Simply checking my web

I’ve been doing some web development lately, and the old question of testing has of course come up (and some might say, of course I had to roll my own solution).

I wanted a simple way to sanity check a site, to ensure that my article changes didn’t suddenly break comments on images (lagacy apps are strange beasts). So I ended up writing SWEC, the simple web error checker. It’s a basic app that goes through all links in a site (or “webapp”) as long as those are present in the HTML (ie. it doesn’t run any JS, so its use in JS/AJAX/AJAJ-heavy webapps can be somewhat limited). It parses all pages it downloads, looking for known errors and then reports those. For instance, if you run it on a site based on Catalyst (perl) and catalyst crashes with its standard backtrace, SWEC will return which page it happened on, which page referenced it and a quick line about what happened. Ie. if it’s an exception it’ll say “Exception in Catalyst controller”.

It uses a very simple file format for writing tests (which is well documented in SWEC’s manpage). It has several different types of tests, but the most common one looks something like this: [SWEC_CATALYST_CONTROLLER_EXCEPTION] type = regexs check = Caught exception in.Controller.Request.Catalyst error = Exception in Catalyst controller sortindex = 11 What’s between the brackets [ ] is the name of the test. All tests that are shiped with SWEC are prefixed with SWEC_. The type defines which “type” of test it is. This one is “regexs” which is a ‘smart’ regex, a standard perl regex that swec modifies during runtime to easier match HTML. The check is in this case a normal perl regex that is applied to the entire html document. As the type is regexs, swec will modify the regex to this during runtime: `Caught(\s+| |<[^>]+>)+exception(\s+| |<[^>]+>)+in.Request.*Catalyst

The error is the string that will be returned, and the sortindex is used for prioritizing tests, the lower the better (bundled tests will always be positive, so one only needs to give tests a negative index to ensure they will be run before bundled ones).

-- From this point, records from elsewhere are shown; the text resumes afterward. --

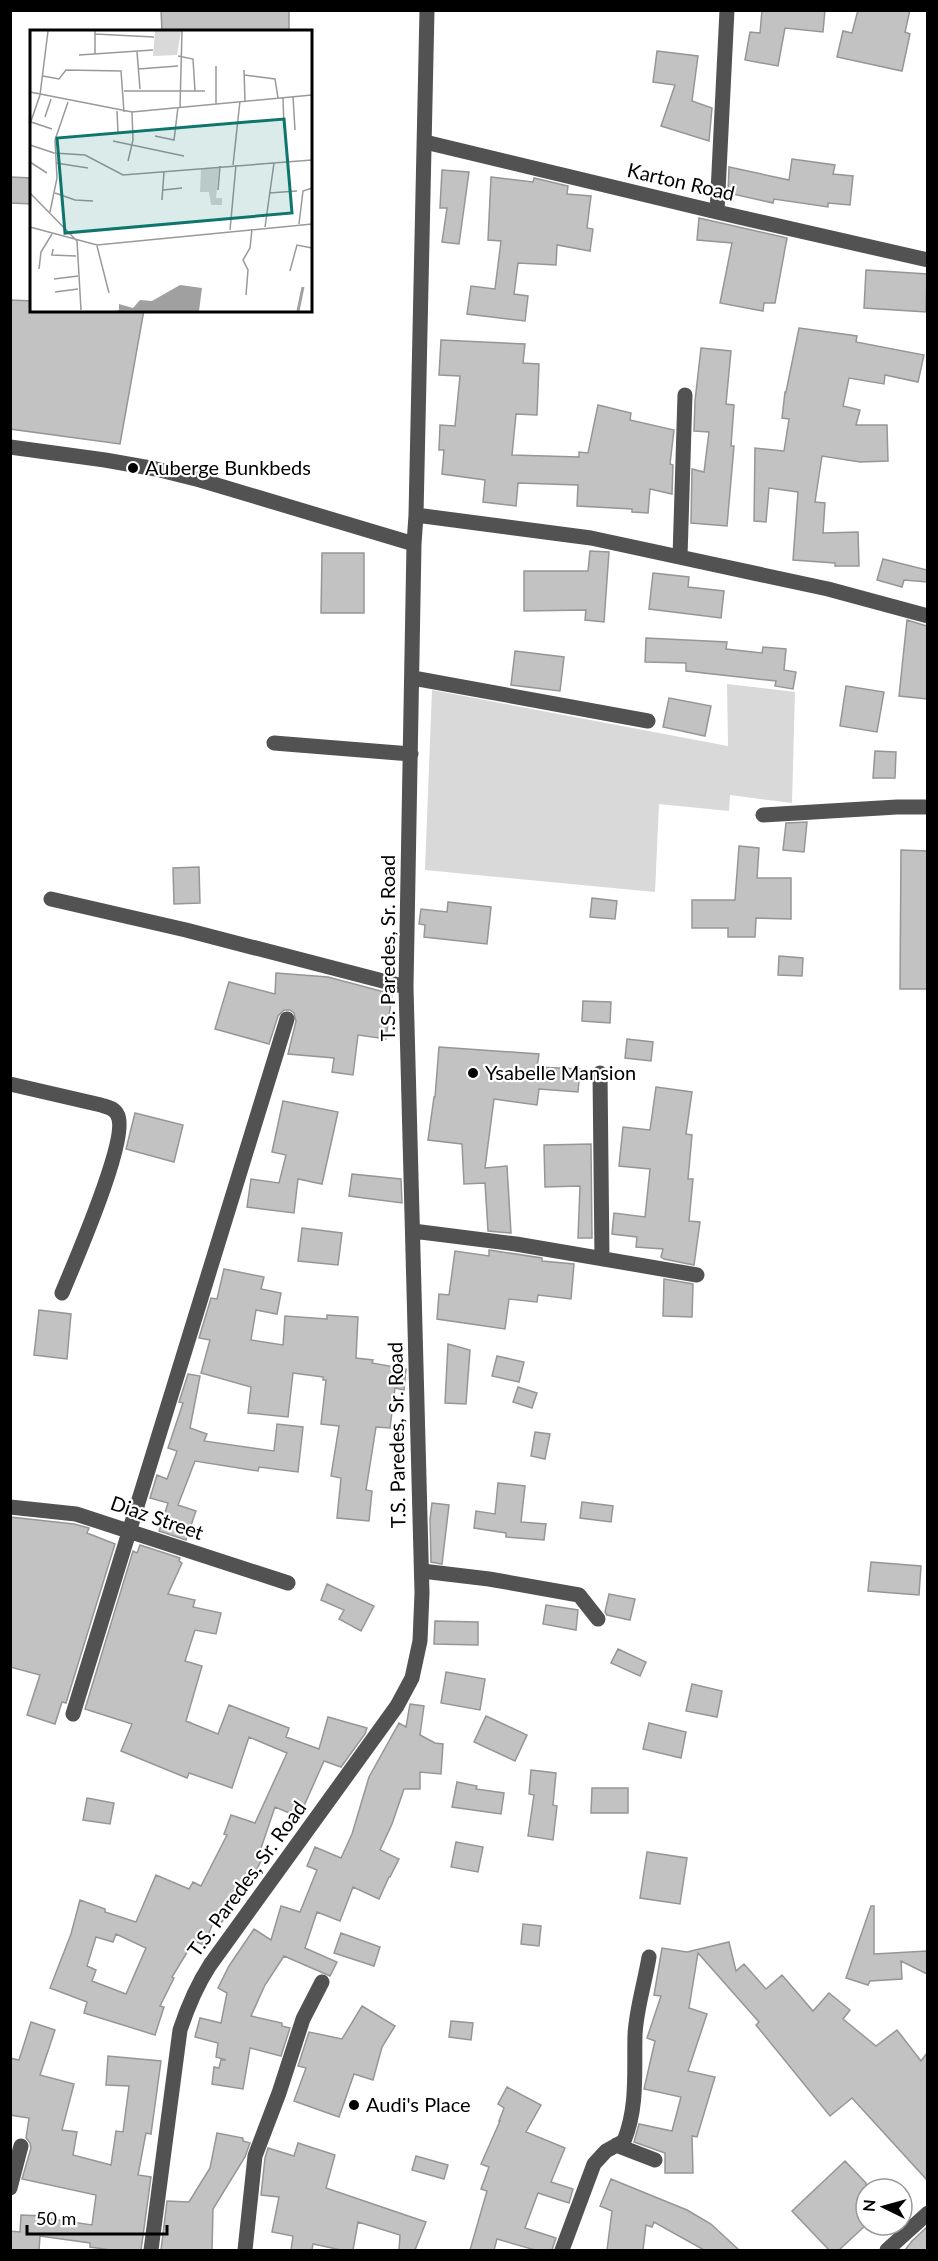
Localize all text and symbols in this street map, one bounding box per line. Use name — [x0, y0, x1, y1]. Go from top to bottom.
inset map — [30, 30, 312, 312]
street label: Karton Road — [625, 157, 737, 205]
place label: Auberge Bunkbeds — [145, 455, 311, 479]
marker: Auberge Bunkbeds — [126, 461, 140, 475]
street label: T.S. Paredes, Sr. Road — [375, 855, 399, 1041]
place label: Ysabelle Mansion — [485, 1060, 636, 1084]
marker: Ysabelle Mansion — [466, 1066, 480, 1080]
street label: T.S. Paredes, Sr. Road — [382, 1342, 410, 1528]
street label: Diaz Street — [108, 1490, 207, 1544]
street label: T.S. Paredes, Sr. Road — [182, 1796, 311, 1961]
place label: Audi's Place — [366, 2092, 471, 2116]
marker: Audi's Place — [347, 2098, 361, 2112]
north arrow — [854, 2177, 914, 2237]
scale bar — [27, 2198, 166, 2236]
text: N — [859, 2199, 879, 2213]
text: 50 m — [36, 2207, 76, 2229]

By default the bundled tests (default.sdf) and the user-specific rc file ~/.swecrc will be loaded. The user-specific one can disable bundled ones easily, and you can disable them on the command line on an individual basis.

SWEC supports sessions, where SWEC remembers previously checked URLs, and previous errors and can then either check pages that used to have errors before the others, or only report ‘new’ errors that did not exist before. This will also remember all settings that you set so you don’t have to type it every time (although it’ll allow you to do that as well). It has cookie support so it will run just fine as a logged-in user, though you probably don’t want to run it on a live database, but rather a test one, as it’ll click on any link it sees (with a few exceptions, it tries to avoid ‘logout’ and ‘delete’ links, additions to the exceptions list is welcome).

It’s GPLv3, so feel free to hack your own things into it. I’ll accept patches for the app itself, as well as new tests to be bundled. As long as they are either specific to a language, web server or framework, I’ll happily add more bundled checks (or fixes to existing ones), however I will try to avoid app-specific checks as that might just get a bit too much.

Happy hacking